The radicals who toppled the ancien regime in 1789 deliberately rejected the aristocratic fashions of the day. Citoyens wore long cotton pantaloons rather than velvet knee breeches and silk stockings. Citoyennes turned away from stiff corsets and elaborate silk skirts supported by panniers and toward simple cotton gowns with neoclassical lines.
The new gowns were meant to evoke the days of the Roman republic. Ironically, the fashion developed at least in part out of a style that was favored by Marie Antoinette (and called the chemise a la reine in her honor).

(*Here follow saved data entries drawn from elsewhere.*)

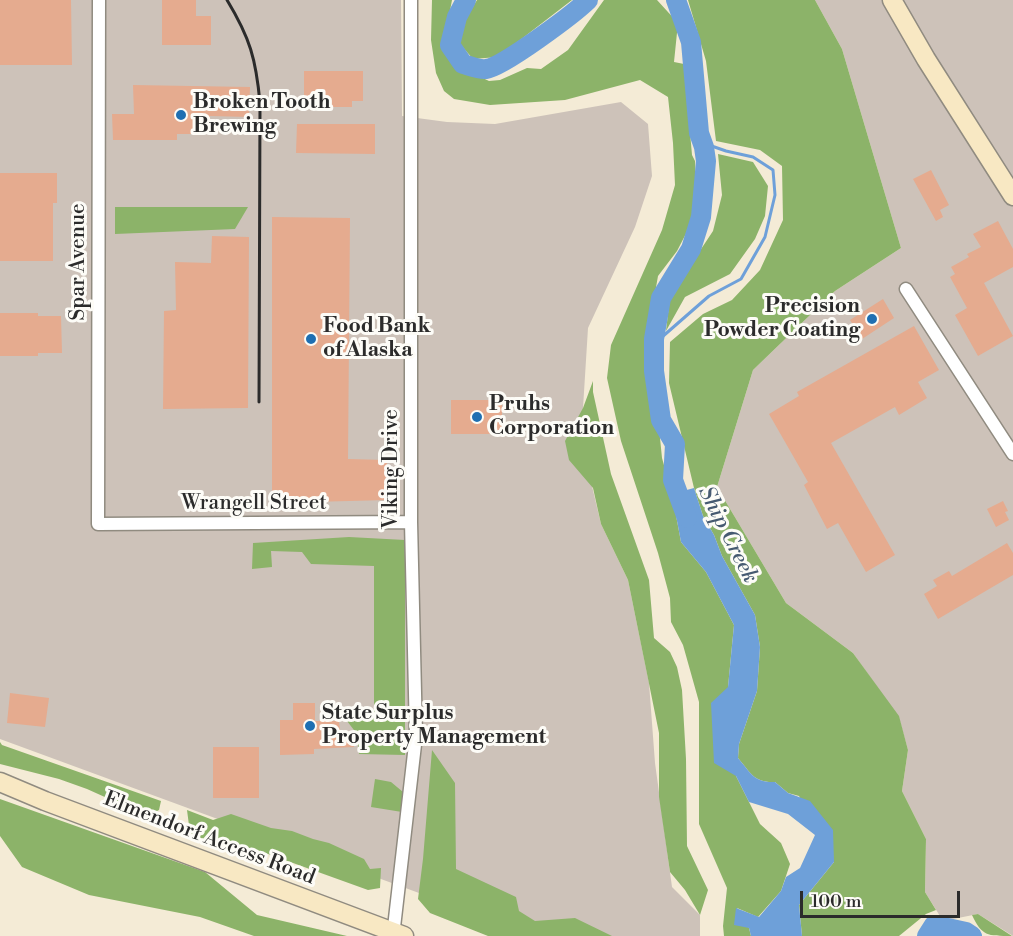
<!DOCTYPE html>
<html>
<head>
<meta charset="utf-8">
<style>
  body { margin:0 }
  #map { position:relative; width:1013px; height:936px; overflow:hidden; background:#f4ebd6; font-family:"Libre Bodoni",serif }
  canvas { display:block }
  .scale { position:absolute; left:800px; top:891px; width:160px; height:27px; box-sizing:border-box; border:3px solid #2b2b2b; border-top:0; padding-left:8px; font-size:18px; line-height:21px; white-space:nowrap; color:#2b2b2b; -webkit-text-stroke:4px #fdfcf7; paint-order:stroke }
</style>
</head>
<body>
<div id="map">
<canvas width="1013" height="936"></canvas>
<div class="scale">100 m</div>
</div>
<script>
const ctx = document.querySelector('canvas').getContext('2d');
ctx.lineJoin = 'round';
function fillPath(path, color) { ctx.fillStyle = color; ctx.fill(path, 'evenodd'); }
function trace(path, color, width, dash) { ctx.strokeStyle = color; ctx.lineWidth = width; ctx.lineCap = dash ? 'butt' : 'round'; ctx.setLineDash(dash || []); ctx.stroke(path); }
function label(font, color, halo, rows, align = 'center') {
  ctx.font = font + ' "Libre Bodoni",serif'; ctx.lineWidth = 6; ctx.setLineDash([]); ctx.textBaseline = 'middle'; ctx.strokeStyle = halo; ctx.fillStyle = color; for (const [text, x, y, turn = 0] of rows) {
    ctx.save(); ctx.translate(x, y); ctx.rotate((+turn || 0) * Math.PI / 180); ctx.textAlign = isNaN(turn) ? turn : align; if (halo) ctx.strokeText(text, 0, 0); ctx.fillText(text, 0, 0); ctx.restore();
  }
}
fillPath(new Path2D(`
  M0 0H401L402 116 447 122 495 124 621 102 648 124 652 176 635 227 588 328 581 440 601 524 628 580 649 683 655 763 672 887 700 915V936H536L0 739Z
  M815 0H1013V936L978 914 943 921 925 892 926 839 902 791 908 750 899 718 853 653 786 603 717 487 753 370 835 291 901 248 842 49Z`), '#cdc2b9');
fillPath(new Path2D(`
  M432 0H452L445 38 449 55 460 67 489 81 500 80 527 68 541 69 568 50 604 0H657L678 23 674 62 684 64 692 155 695 161 696 187 692 222 677 251 658 276 649 327V384L659 428 662 458 672 494 681 542 706 572 734 625 728 687 736 776 760 824 781 843 790 864 781 891 758 917 737 908 749 928 751 936H724L723 926 727 888 699 824V702L683 645 671 622 670 598 658 553 621 441 607 378 611 345 662 230 675 185 673 143 668 97 640 80 565 100 490 105 454 99 444 91 436 73 431 40Z
  M477 0H572L498 57 473 59 460 44 458 31Z
  M688 0H815L842 49 901 248 835 291 753 370 717 487 786 603 853 653 899 716 908 750 902 791 926 839 925 892 936 910 926 914 899 936H802L799 905 834 862 799 796 788 793 775 782C754 783 751 773 738 758L739 744 757 691 760 647 755 615 722 556 714 535 703 516 694 488 669 383 670 342 703 314 732 300 760 270 783 220 782 166 760 150 716 141 706 61Z
  M718 154 753 162 768 186 765 216 755 239 730 274 685 297 666 331 670 296 713 231 722 195Z
  M115 207H248L235 229 115 234Z
  M593 381V392L611 474 649 580 654 638 670 652 677 667 682 690 686 759 687 846 708 890 700 915 685 890 670 872 659 797V733L628 580 601 524 593 488 569 460 565 441 583 408Z
  M349 537 405 540V755L359 754 357 734 347 721 374 718V566L311 564 302 552 271 551 272 567 252 569 253 543Z
  M0 742 2 745 161 801 159 810 147 816 87 789 59 779 0 764Z
  M432 750 455 783 456 869 516 897 519 911 535 921 575 918 612 936H488L430 913 418 899 423 859Z
  M375 779 391 782 403 792 402 812 371 807Z
  M0 799 205 872 257 915 347 936H254L200 917 89 895 22 867 0 836Z
  M187 810 213 820 231 814 271 828 292 831 313 839 329 843 364 859 370 869 381 868 380 888 368 890 257 850 203 839 190 833Z
  M978 914 1012 936C987 936 982 936 972 915Z`), '#8cb369');
fillPath(new Path2D(`
  M694 488 703 516 714 535 722 556 755 615 760 647 757 691 739 744 738 758C751 773 754 783 775 782L788 793 810 801 833 830 834 862 799 905 802 936H751L749 928 734 925 736 908 759 917 781 891 786 877 800 868 815 835 788 814 749 802 736 776 714 763 711 703 728 687 734 625 706 572 681 542 672 494Z`), '#6ea0d9');
trace(new Path2D(`
  M654 344 709 296 741 279 765 237 775 195 773 170 753 157 726 151 703 143`), '#6ea0d9', 3);
trace(new Path2D(`
  M466 0 457 17 450 45 463 64C470 66 480 70 486 69 503 67 575 13 588 0
  M676 0 691 42 699 133 704 147 706 161 701 217 691 249 661 298 654 339V371L661 420 675 444 673 480 687 518
  M927 936 934 925 966 932 972 936`), '#6ea0d9', 20);
fillPath(new Path2D(`
  M0 0H71L72 65H0Z
  M162 0H196V16H211V45H162Z
  M304 71H363V101H352V107H327V102H304Z
  M133 85 250 87 249 117 210 116V134H177V140H113L112 114H134Z
  M297 124H375V154L296 153Z
  M931 170 949 205 940 210 943 217 936 221 913 179Z
  M0 173H57V203H53V261H0Z
  M272 217 350 218 348 459 387 460 388 500 272 503Z
  M998 221 1013 249V267L984 283 1013 336 978 356 955 315 967 308 950 277 955 274 951 267 969 257 967 254 981 247 973 234Z
  M212 236 249 237 248 408 163 409 164 311 176 310 175 262 211 263Z
  M883 299 894 318 862 339 850 320Z
  M0 313H38V316H61L62 353H38V356H0Z
  M914 326 939 370 918 382 927 398 899 415 895 407 831 443 895 555 866 572 838 523 827 529 804 485 808 482 769 414 799 396 797 392Z
  M451 400H502V434H451Z
  M1003 501 1008 511 1005 512 1009 520 996 527 987 509Z
  M1007 543 1013 553V575L938 619 924 594 937 586 933 580 949 571 952 576Z
  M10 693 49 698 45 727 7 723Z
  M293 703H315V721H339L340 731H345L353 736 354 747 314 749V754L280 755V720H293Z
  M213 747H259V798H213Z`), '#e5ab8f');
const street = new Path2D(`
  M99 0 98 524 411 522
  M906 289 1013 454
  M393 936 416 736 411 522V0`);
const secondary = new Path2D(`
  M892 0 926 59 1013 196
  M0 782 45 801 404 936`);
trace(street, '#908b80', 15);
trace(secondary, '#908b80', 21);
trace(street, '#fff', 12);
trace(secondary, '#f8e8c3', 18);
trace(new Path2D(`
  M227 0C250 38 256 59 260 103L259 402`), '#2b2b2b', 3);
for (const [x, y, r, color] of [
  [181,115,6,"#1f6fb2"],
  [872,319,6,"#1f6fb2"],
  [311,339,6,"#1f6fb2"],
  [477,417,6,"#1f6fb2"],
  [310,726,6,"#1f6fb2"]
]) { const dot = new Path2D(); dot.arc(x, y, r, 0, 2 * Math.PI); ctx.fillStyle = color; ctx.fill(dot); trace(dot, '#fdfcf7', 2); }
label('bold 21px', '#2b2b2b', '#fdfcf7', [
  ["Broken Tooth",193,103],
  ["Brewing",193,127],
  ["Precision",860,307,"right"],
  ["Powder Coating",860,331,"right"],
  ["Food Bank",323,327],
  ["of Alaska",323,351],
  ["Pruhs",489,405],
  ["Corporation",489,429],
  ["State Surplus",322,714],
  ["Property Management",322,738]
], 'left');
label('21px', '#2b2b2b', '#fdfcf7', [
  ["Spar Avenue",79,262,-90],
  ["Viking Drive",392,469,-90],
  ["Wrangell Street",254,504],
  ["Elmendorf Access Road",209,839,21]
]);
label('italic 22px', '#465a71', '#fdfcf7', [
  ["Ship Creek",727,535,63]
]);
</script>
</body>
</html>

|Nicholas Heideloff's Gallery of Fashion, 1795|
(Museum of London)
The evolving political situation in Paris during the 1790s continued to impact fashion. An anti-Jacobin petit-bourgeois militia known as the Muscadins (for the musk cologne they supposedly favored) came to prominence in 1794-5. They wore bright, contrasting colors and coats with large lapels. Their fashion choices were taken up and exaggerated during the Directoire period (1795-1799) by the aristocratic subculture known as the Incroyables (for men) and Merveilleuses (for women).
Diaphanous gowns with scanty or no undergarments were worn in public (and were lampooned by British cartoonists at the time). Men's frock coats and waistcoats were shortened, and lapels became more popular. With the rise of Napoleon at the end of the decade, women's fashions became less risqué. New styles of corset, without boning, were introduced in the early years of the 19th century, after several years of less supportive fashion.
This is not to say that the older fashions disappeared completely. The two very different modes coexisted, with the younger generation preferring the radical new fashions and their conservative parents often clinging to the old. Knee breeches continued to be worn for formal occasions. The specialized costumes for court presentations preserved the longer waistcoats for gentlemen and skirts with hoops for ladies through the Regency (although these garments were only worn for court events).
So, while we are tempted to think of knee breeches and hooped skirts as Georgian and trousers and column dresses as Regency, the reality is that the two eras and two styles overlapped.